----- Material for this task -----
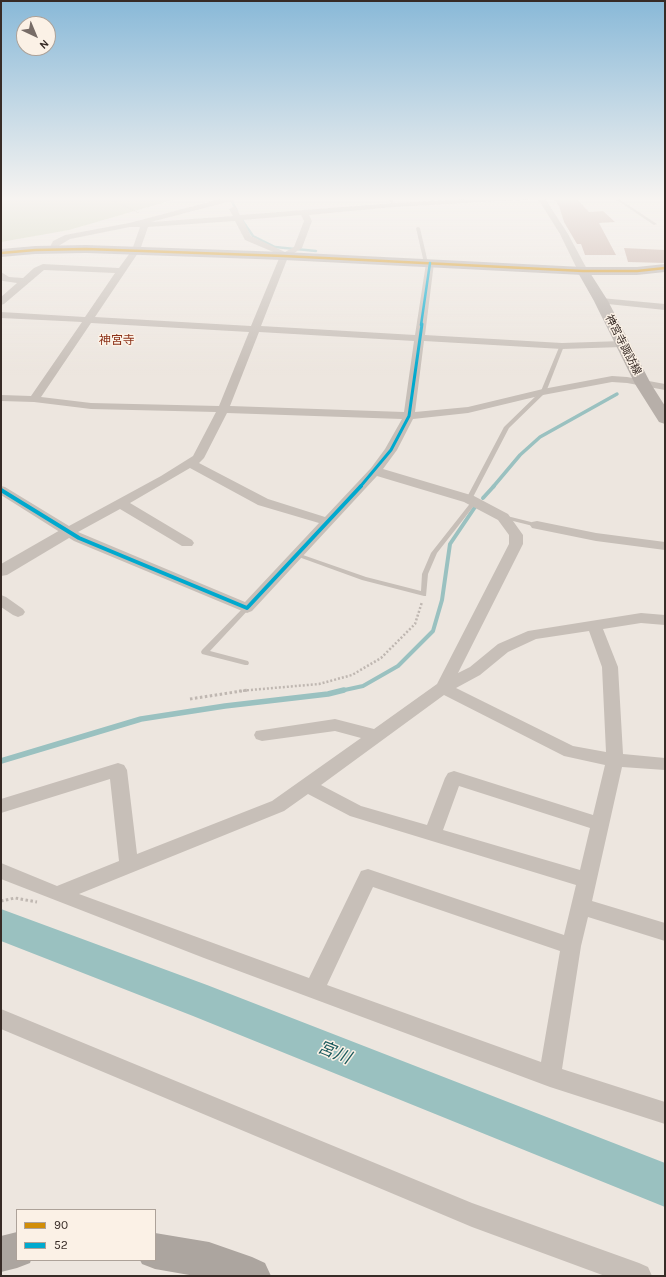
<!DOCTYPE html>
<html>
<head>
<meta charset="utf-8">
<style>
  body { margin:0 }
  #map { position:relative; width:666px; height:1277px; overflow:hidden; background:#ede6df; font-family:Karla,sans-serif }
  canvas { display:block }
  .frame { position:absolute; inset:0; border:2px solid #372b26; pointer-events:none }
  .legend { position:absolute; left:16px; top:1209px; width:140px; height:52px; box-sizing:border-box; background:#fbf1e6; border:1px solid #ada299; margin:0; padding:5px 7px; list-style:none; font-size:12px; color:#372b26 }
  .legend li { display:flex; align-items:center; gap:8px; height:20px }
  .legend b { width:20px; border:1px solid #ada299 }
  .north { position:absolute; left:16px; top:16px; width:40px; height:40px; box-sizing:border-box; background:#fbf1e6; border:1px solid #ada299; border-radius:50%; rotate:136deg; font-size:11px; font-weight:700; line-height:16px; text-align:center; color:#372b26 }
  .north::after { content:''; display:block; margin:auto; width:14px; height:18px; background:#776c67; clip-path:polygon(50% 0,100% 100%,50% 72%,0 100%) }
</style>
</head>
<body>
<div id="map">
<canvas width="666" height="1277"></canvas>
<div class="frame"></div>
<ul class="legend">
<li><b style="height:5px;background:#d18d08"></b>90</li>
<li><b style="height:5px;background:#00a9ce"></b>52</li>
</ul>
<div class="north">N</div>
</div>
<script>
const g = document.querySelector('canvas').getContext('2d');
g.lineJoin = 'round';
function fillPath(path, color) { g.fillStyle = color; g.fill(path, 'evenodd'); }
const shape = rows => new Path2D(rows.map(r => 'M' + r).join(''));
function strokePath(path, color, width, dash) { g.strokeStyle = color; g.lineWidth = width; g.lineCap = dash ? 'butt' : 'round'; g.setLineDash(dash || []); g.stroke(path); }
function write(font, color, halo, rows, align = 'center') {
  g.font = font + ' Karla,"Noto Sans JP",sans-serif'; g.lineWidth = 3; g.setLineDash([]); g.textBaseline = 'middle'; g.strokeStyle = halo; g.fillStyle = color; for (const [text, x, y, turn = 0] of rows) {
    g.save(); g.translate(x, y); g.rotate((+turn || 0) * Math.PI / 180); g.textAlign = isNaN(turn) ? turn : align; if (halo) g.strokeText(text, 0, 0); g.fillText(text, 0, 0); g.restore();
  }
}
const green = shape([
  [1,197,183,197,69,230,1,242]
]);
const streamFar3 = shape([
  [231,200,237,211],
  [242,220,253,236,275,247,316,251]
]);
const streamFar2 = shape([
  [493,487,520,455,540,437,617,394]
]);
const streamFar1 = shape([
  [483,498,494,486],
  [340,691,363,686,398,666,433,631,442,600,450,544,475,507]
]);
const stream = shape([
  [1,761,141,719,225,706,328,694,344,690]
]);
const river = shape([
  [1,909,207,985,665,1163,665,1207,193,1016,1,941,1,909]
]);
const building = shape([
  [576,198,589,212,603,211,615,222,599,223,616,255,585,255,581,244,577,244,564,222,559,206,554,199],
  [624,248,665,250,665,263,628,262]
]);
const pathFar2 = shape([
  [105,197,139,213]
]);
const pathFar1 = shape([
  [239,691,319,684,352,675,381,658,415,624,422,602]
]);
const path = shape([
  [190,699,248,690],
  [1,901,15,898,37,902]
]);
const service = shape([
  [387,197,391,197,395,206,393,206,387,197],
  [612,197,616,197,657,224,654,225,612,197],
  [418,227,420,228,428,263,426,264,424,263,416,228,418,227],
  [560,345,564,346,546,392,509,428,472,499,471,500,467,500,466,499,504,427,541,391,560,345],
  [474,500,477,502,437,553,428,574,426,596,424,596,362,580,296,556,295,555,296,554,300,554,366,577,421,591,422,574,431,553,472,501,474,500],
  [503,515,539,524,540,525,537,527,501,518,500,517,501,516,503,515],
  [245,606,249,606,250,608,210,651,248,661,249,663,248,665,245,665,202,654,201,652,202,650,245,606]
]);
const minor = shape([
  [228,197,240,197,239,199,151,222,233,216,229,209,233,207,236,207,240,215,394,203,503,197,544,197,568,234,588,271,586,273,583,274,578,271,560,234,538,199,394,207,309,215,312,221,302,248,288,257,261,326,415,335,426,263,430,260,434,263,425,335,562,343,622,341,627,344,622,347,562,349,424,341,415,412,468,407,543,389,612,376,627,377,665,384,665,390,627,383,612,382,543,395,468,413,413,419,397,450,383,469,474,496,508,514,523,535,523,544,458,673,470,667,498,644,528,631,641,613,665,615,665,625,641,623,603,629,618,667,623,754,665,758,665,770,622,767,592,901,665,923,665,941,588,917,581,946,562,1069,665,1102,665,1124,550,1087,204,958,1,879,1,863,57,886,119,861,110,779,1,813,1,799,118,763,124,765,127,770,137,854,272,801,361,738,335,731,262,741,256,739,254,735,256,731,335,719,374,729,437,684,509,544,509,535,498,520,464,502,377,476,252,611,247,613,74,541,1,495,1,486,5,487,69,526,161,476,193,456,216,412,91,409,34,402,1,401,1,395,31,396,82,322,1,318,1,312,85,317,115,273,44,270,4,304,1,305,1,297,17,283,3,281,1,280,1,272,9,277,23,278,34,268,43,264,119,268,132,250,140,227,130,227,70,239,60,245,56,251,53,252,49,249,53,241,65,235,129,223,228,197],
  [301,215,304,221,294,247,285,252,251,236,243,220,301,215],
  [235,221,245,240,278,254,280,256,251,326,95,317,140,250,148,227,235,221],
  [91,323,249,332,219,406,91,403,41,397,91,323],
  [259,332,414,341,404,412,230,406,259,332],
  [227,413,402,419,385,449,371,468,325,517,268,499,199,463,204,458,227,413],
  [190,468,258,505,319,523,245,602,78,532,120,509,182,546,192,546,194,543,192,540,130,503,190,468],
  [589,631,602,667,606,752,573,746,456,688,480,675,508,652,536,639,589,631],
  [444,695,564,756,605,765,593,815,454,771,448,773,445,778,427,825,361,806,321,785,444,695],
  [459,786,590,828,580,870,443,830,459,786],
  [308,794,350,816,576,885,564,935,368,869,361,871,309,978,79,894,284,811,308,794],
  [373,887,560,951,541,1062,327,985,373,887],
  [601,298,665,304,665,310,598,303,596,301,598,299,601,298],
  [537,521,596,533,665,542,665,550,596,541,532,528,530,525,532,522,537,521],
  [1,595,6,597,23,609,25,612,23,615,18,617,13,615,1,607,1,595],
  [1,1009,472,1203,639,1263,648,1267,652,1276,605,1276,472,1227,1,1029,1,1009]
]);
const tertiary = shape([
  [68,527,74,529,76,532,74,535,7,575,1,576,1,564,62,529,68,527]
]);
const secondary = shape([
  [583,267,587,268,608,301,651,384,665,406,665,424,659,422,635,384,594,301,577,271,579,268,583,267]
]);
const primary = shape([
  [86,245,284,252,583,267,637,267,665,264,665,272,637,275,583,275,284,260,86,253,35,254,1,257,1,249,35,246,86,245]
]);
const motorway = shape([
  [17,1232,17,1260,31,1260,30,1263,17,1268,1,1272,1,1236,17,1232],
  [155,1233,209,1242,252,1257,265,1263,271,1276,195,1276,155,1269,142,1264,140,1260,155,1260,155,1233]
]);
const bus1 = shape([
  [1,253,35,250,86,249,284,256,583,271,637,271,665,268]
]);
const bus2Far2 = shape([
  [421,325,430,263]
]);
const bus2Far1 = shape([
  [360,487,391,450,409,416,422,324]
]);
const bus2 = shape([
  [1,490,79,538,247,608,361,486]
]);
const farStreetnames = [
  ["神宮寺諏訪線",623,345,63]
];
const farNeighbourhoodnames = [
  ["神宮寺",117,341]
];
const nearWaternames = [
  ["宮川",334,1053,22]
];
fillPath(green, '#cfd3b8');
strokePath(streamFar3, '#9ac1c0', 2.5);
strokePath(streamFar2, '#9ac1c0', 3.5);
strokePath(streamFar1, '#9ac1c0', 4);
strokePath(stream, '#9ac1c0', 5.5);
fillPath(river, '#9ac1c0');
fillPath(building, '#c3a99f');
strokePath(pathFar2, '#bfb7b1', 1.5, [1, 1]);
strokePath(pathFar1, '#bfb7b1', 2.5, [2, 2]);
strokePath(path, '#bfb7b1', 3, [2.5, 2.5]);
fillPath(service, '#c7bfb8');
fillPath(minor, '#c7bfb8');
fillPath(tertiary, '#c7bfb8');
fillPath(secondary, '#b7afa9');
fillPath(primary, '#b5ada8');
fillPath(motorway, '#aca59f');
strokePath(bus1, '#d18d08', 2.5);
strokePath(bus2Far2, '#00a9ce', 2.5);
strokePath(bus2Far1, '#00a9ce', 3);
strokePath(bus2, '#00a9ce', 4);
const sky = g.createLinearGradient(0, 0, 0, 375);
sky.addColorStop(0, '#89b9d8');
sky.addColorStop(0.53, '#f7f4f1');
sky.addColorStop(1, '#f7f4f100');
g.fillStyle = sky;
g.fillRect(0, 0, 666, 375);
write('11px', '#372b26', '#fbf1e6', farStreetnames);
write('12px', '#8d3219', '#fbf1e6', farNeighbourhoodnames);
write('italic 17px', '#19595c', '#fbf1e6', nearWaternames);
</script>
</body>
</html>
-----
### Your assignment
Nothing but the lines from the start of the records above through the line with "display:flex; align-items:center; gap:8px;" should be retyped, each exactly as written; leave out all pictures.

### Result of this task
<!DOCTYPE html>
<html>
<head>
<meta charset="utf-8">
<style>
  body { margin:0 }
  #map { position:relative; width:666px; height:1277px; overflow:hidden; background:#ede6df; font-family:Karla,sans-serif }
  canvas { display:block }
  .frame { position:absolute; inset:0; border:2px solid #372b26; pointer-events:none }
  .legend { position:absolute; left:16px; top:1209px; width:140px; height:52px; box-sizing:border-box; background:#fbf1e6; border:1px solid #ada299; margin:0; padding:5px 7px; list-style:none; font-size:12px; color:#372b26 }
  .legend li { display:flex; align-items:center; gap:8px; height:20px }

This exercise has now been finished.